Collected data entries
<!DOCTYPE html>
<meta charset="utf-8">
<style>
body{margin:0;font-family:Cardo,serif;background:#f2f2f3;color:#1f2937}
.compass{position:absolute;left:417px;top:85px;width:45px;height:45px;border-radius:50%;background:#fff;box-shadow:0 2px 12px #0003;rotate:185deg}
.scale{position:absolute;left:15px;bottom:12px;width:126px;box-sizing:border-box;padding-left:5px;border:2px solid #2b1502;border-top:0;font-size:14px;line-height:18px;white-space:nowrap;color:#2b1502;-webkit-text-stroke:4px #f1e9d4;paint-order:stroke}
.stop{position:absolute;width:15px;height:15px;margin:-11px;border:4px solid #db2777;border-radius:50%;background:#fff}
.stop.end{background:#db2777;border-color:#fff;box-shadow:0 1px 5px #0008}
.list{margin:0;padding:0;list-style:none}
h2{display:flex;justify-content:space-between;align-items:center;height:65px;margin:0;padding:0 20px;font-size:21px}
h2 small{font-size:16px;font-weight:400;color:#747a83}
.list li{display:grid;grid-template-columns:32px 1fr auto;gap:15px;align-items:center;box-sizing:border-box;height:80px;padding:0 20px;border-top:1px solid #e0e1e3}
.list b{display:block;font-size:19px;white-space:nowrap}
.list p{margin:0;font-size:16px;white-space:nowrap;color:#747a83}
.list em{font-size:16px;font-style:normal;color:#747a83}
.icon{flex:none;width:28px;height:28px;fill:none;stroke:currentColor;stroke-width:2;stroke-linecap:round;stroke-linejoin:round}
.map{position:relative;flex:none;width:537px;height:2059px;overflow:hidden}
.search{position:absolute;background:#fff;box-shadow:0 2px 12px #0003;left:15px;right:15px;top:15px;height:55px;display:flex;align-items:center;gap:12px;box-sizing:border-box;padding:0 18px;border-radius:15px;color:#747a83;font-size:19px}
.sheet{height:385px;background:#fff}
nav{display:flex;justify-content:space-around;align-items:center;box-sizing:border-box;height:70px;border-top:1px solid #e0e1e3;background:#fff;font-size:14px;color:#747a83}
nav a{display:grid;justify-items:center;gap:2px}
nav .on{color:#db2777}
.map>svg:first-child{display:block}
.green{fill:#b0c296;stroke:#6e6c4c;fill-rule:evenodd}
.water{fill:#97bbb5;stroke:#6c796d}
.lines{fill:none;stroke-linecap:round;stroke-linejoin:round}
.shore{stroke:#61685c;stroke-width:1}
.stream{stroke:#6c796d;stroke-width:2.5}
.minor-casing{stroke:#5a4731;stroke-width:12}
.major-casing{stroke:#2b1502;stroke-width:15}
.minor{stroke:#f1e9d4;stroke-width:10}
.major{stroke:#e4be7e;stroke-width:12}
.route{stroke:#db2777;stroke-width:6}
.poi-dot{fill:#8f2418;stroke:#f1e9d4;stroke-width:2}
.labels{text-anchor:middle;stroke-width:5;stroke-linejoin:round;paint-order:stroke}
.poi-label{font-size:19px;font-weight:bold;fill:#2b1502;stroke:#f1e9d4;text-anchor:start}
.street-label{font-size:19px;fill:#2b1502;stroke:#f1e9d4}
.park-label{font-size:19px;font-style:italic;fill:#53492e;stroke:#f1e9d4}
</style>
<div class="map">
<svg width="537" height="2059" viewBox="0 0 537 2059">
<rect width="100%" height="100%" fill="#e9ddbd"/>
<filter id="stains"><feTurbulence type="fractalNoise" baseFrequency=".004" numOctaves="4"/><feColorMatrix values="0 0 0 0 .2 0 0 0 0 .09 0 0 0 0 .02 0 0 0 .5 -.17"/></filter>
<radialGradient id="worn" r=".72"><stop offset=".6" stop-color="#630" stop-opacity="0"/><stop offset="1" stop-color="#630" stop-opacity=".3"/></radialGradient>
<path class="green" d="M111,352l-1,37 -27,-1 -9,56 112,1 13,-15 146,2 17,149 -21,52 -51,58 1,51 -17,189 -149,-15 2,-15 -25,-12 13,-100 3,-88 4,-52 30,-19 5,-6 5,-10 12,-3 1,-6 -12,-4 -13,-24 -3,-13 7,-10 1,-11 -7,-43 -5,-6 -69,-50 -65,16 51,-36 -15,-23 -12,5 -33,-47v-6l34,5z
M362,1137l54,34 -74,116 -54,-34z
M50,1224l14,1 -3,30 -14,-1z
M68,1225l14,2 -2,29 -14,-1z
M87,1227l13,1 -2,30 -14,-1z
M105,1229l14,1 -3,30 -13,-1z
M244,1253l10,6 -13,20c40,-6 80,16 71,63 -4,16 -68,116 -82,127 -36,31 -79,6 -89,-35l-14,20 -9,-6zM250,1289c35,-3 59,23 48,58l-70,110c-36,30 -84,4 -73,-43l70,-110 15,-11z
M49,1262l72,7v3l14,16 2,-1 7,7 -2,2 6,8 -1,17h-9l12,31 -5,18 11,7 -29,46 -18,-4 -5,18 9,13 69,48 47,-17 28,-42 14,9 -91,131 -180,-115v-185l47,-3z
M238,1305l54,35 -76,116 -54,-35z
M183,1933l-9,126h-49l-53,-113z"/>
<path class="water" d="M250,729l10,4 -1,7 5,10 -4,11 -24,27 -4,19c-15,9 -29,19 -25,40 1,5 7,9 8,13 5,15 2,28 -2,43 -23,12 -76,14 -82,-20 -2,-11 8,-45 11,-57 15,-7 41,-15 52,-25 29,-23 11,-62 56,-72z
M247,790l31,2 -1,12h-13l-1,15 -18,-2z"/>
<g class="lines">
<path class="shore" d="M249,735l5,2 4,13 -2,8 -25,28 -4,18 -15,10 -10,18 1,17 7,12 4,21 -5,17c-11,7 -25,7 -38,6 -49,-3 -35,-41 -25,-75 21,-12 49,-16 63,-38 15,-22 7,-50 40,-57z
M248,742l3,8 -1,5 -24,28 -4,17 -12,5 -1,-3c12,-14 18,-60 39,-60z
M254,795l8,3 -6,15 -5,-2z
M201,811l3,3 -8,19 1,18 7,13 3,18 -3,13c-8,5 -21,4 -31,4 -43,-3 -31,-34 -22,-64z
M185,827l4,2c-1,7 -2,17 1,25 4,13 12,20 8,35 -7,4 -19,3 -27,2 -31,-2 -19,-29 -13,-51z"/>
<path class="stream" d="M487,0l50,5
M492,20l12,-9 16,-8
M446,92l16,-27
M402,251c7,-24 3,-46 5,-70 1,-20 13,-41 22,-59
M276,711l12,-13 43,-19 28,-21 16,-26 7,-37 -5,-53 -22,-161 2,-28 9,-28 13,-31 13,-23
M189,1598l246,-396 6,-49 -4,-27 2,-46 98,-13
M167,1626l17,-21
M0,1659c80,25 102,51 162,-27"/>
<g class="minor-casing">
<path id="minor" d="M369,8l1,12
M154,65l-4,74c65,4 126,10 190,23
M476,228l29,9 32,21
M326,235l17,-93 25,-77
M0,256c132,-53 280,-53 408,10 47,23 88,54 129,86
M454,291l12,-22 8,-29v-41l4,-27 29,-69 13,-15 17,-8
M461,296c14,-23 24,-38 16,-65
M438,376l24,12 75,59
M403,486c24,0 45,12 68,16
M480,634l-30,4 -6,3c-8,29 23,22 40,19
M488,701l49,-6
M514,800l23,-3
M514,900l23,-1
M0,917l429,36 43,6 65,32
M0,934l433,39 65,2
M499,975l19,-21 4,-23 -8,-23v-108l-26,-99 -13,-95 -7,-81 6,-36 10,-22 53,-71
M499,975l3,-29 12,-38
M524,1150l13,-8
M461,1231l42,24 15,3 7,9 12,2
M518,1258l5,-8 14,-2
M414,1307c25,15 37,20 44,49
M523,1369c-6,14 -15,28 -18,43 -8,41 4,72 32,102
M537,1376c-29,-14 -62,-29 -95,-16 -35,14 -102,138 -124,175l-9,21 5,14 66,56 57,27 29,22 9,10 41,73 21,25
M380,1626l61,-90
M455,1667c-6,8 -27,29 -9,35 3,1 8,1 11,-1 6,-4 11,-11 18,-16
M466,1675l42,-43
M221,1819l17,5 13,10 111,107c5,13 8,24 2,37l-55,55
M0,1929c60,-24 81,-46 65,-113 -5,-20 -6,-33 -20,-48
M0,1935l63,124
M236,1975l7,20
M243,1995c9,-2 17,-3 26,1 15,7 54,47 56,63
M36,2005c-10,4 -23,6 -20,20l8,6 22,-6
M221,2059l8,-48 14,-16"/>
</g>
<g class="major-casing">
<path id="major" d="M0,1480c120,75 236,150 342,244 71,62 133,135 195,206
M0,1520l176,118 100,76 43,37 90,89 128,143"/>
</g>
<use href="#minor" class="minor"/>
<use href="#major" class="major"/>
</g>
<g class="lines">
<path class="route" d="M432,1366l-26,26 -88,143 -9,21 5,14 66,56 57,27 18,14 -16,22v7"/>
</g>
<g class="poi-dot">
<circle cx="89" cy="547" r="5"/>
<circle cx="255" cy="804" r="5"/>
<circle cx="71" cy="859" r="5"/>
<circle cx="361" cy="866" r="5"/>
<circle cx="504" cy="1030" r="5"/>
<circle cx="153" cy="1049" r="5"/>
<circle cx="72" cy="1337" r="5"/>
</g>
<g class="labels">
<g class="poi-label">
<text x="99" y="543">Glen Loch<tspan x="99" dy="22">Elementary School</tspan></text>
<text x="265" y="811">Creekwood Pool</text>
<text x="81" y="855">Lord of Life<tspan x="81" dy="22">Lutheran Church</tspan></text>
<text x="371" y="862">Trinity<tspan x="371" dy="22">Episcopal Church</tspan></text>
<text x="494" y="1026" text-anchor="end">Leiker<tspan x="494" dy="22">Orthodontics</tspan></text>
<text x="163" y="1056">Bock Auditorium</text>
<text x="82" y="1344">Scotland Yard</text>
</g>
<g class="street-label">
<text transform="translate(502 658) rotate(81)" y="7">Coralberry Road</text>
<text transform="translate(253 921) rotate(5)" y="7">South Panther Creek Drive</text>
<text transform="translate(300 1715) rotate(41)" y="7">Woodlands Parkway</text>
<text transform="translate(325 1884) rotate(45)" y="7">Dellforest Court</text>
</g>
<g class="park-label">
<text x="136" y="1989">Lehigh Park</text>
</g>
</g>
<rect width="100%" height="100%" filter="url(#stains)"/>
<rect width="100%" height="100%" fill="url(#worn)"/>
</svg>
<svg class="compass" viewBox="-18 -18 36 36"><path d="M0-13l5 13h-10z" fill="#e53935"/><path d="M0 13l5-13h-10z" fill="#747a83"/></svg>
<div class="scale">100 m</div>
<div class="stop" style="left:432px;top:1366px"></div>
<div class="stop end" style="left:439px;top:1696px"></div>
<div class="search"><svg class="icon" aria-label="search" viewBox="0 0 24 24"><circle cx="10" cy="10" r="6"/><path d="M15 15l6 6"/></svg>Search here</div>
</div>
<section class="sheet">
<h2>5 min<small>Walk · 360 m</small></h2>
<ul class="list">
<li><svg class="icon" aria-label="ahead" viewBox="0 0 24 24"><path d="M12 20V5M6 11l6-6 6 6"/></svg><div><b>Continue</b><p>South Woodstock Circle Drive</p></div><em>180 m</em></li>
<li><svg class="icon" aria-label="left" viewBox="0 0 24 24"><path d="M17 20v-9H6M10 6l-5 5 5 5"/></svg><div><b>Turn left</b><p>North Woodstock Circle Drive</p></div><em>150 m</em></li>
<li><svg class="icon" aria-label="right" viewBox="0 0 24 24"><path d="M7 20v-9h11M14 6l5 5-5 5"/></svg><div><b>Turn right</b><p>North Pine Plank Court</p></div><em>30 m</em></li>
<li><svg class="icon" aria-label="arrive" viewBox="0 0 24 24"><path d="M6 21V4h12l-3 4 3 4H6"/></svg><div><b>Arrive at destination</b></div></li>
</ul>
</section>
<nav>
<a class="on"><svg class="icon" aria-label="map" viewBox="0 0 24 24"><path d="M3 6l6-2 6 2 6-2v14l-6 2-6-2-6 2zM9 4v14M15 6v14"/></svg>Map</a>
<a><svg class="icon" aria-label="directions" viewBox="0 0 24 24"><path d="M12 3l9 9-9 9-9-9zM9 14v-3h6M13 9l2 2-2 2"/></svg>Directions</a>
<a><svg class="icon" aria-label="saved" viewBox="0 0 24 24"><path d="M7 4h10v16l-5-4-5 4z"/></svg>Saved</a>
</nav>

**Exercise goal:** The answer must consist of every line from the entries above that contains "linejoin".

**Answer below:**
.icon{flex:none;width:28px;height:28px;fill:none;stroke:currentColor;stroke-width:2;stroke-linecap:round;stroke-linejoin:round}
.lines{fill:none;stroke-linecap:round;stroke-linejoin:round}
.labels{text-anchor:middle;stroke-width:5;stroke-linejoin:round;paint-order:stroke}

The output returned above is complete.